Secondo Stern (2023) il gaslighting è un processo che nel tempo vede attraversare tre fasi: incredulità, difesa, depressione. La fase dell’incredulità si ha nei primi tempi in cui comincia a manifestarsi il comportamento abusante. Qui, il partner che si trova di fronte alle assurdità che sente affermare non si capacita e non riesce a credere a tutto ciò. Il protrarsi nel tempo di questi atteggiamenti, con accuse infondate cercando di far credere che c’è qualcosa che non va, rischia di causare confusione con l’insinuarsi dei primi dubbi circa la possibilità che il partner possa avere delle ragioni. Con la fase successiva, la difesa, si intensifica la confusione nella vittima che in qualche modo la porta a tentare di difendersi cercando di fare il possibile per essere migliore agli occhi del partner, sforzandosi di apparire adeguata, di far comprendere le proprie capacità e di ottenere in questo modo la sua approvazione. Tali tentativi risulteranno vani e otterranno solo un inasprimento delle azioni manipolative. L’ultima fase è quella della depressione. Con quest’ultima fase sopraggiungono disturbi psicofisici, ritiro sociale, evitamento di ogni possibilità di condividere la confusione interna della propria situazione. Viene abbandonato ogni tipo di difesa con la convinzione che effettivamente il partner ha tutte le ragioni rispetto alle affermazioni sul proprio conto.

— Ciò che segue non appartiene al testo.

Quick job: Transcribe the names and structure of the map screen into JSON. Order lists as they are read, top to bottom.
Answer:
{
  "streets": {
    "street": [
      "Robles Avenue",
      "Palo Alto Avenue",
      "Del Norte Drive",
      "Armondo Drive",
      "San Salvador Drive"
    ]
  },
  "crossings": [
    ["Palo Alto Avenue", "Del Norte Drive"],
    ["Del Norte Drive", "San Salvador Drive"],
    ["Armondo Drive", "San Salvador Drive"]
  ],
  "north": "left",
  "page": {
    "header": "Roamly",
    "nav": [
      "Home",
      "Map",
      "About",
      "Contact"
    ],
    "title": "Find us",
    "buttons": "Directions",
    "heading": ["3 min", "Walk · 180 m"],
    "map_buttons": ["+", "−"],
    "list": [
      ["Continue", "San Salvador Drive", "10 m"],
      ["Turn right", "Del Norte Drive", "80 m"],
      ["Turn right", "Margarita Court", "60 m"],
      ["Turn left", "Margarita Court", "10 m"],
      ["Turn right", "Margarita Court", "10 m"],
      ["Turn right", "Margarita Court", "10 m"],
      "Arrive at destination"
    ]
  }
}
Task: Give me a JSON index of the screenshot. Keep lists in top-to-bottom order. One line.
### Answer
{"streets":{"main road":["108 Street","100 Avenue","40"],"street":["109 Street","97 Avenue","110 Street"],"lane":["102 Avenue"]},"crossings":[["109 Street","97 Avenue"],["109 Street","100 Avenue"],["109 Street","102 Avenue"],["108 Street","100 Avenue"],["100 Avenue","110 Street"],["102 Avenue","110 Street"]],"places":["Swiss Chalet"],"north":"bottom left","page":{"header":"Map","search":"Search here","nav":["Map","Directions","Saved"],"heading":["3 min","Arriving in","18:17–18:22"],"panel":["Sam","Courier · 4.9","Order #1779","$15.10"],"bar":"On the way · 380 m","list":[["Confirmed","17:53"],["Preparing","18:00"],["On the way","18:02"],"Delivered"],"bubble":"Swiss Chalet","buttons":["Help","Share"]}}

In quanto forma di abuso emotivo e psicologico, il gaslighting può determinare conseguenze sulla salute mentale. Sono diversi i contributi della letteratura scientifica che mettono in evidenza, tra gli esiti più riscontrati in generale negli abusi di tipo psicologico: disturbi d’ansia e depressivi, fobie, disturbo di panico, disturbo dell’adattamento, calo dell’autostima, disturbo post-traumatico da stress, sintomi e disturbi psicosomatici, dolore cronico, fibromialgia.
Da un punto di vista giuridico, benché non esista una norma che tuteli da un punto di vista penale le vittime di gaslighting e in generale di abusi psicologici manipolatori, più frequentemente viene fatto riferimento come rilevanza giuridica del fenomeno all’art. 572 del Codice Penale, il quale riferendosi ai maltrattamenti in famiglia ben si adatterebbe, a giudizio di diversi esperti e avallato dalla giurisprudenza, alle condotte vessatorie e di violenza psicologica. Soprattutto se gli episodi riferibili all’abuso non restano isolati ma si inseriscono in una condotta sistematica di un quadro criminoso. Tali fattispecie potrebbero in sede civile trovare riconoscimento di danno non patrimoniale biologico di tipo psichico.